> [EXERCISE GOAL] Print each line from the start of the records below up through the line where "Give me a JSON" is found, exactly as given.
START PROVIDED ENTRIES
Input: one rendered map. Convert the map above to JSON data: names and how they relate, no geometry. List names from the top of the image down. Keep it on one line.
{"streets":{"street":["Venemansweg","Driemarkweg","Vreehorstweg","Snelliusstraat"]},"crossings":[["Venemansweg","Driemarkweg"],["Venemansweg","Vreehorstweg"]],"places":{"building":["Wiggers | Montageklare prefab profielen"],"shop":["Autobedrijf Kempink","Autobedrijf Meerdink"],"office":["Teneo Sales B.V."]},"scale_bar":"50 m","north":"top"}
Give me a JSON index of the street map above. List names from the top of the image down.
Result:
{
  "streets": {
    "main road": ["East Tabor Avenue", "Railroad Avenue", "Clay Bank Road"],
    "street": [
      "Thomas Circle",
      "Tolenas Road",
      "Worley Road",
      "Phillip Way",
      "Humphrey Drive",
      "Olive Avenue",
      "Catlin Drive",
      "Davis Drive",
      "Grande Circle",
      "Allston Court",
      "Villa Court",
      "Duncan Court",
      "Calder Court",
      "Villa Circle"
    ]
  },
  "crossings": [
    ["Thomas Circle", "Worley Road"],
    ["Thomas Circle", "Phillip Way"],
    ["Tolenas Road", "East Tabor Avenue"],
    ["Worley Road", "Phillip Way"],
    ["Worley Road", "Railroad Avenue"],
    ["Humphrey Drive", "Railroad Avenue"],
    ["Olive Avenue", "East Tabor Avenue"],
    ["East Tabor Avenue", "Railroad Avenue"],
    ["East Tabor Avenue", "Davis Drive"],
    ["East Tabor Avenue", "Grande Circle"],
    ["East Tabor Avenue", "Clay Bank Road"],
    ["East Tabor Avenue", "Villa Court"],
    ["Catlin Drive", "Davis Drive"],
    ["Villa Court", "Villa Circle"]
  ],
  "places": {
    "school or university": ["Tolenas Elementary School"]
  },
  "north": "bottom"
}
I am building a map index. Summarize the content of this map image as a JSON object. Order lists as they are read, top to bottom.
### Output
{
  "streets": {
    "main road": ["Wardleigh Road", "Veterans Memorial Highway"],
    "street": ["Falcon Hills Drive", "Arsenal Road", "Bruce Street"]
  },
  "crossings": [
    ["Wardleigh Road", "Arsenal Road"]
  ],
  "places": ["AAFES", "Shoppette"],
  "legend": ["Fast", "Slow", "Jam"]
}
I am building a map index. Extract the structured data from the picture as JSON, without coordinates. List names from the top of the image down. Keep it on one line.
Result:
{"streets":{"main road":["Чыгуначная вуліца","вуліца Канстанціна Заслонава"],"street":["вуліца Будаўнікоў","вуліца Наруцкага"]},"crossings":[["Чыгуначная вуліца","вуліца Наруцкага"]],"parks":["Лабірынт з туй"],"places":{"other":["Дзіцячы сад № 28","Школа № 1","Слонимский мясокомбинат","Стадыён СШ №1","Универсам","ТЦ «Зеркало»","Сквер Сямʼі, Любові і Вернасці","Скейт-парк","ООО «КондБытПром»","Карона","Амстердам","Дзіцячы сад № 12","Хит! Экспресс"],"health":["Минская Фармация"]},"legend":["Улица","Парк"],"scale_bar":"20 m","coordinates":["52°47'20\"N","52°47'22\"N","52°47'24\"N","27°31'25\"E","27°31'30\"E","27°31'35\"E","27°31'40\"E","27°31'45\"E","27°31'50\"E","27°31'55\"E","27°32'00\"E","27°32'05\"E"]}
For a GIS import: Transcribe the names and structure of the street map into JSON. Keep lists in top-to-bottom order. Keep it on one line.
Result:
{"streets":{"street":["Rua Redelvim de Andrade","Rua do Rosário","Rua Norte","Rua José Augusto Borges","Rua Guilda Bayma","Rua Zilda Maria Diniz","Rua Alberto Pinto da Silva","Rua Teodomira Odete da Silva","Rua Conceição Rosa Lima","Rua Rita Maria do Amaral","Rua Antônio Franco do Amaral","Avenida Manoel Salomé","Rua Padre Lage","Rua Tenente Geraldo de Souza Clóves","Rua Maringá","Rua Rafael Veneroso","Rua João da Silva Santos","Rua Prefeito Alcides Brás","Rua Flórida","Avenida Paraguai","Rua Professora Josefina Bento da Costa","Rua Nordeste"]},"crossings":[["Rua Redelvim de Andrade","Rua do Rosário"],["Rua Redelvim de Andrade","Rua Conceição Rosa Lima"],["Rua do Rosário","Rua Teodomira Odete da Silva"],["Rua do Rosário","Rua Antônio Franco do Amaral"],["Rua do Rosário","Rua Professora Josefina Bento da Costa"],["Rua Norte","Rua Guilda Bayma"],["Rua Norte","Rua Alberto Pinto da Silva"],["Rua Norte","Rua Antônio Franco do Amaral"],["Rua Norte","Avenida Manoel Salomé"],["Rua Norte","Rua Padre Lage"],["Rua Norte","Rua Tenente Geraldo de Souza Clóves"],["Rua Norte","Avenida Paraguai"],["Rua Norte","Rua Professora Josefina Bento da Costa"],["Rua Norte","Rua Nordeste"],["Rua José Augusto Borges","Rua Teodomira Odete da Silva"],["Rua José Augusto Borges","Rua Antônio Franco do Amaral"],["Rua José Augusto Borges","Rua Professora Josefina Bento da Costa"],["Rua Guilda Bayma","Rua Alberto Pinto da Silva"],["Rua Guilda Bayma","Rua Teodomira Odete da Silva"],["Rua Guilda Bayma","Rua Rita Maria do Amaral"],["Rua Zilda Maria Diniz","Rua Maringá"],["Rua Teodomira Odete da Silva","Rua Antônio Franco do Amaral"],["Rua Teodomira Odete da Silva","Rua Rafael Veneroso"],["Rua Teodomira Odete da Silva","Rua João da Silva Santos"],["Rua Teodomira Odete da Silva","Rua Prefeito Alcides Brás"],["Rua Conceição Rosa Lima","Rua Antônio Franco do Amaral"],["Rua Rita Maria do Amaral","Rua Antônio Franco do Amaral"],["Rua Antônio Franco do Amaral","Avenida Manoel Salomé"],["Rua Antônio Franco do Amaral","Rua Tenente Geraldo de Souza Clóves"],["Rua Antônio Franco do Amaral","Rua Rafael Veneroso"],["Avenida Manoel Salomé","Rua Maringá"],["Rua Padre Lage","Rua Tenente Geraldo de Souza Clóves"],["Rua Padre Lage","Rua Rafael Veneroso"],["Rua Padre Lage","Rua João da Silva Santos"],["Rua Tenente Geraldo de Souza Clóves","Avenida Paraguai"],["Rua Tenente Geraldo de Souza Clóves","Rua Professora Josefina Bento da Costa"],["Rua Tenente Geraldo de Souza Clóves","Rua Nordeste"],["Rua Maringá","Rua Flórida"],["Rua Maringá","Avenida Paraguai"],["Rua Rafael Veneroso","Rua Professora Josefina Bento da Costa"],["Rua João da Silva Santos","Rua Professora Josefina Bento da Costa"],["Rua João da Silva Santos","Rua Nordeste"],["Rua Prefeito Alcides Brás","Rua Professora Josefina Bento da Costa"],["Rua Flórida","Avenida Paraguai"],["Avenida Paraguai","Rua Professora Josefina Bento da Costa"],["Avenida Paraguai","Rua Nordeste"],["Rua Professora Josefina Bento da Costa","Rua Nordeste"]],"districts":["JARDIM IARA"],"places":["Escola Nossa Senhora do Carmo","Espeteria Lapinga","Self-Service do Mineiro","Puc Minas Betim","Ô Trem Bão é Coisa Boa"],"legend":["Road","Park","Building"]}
END PROVIDED ENTRIES
> [COMPLETED TASK]
Input: one rendered map. Convert the map above to JSON data: names and how they relate, no geometry. List names from the top of the image down. Keep it on one line.
{"streets":{"street":["Venemansweg","Driemarkweg","Vreehorstweg","Snelliusstraat"]},"crossings":[["Venemansweg","Driemarkweg"],["Venemansweg","Vreehorstweg"]],"places":{"building":["Wiggers | Montageklare prefab profielen"],"shop":["Autobedrijf Kempink","Autobedrijf Meerdink"],"office":["Teneo Sales B.V."]},"scale_bar":"50 m","north":"top"}
Give me a JSON index of the street map above. List names from the top of the image down.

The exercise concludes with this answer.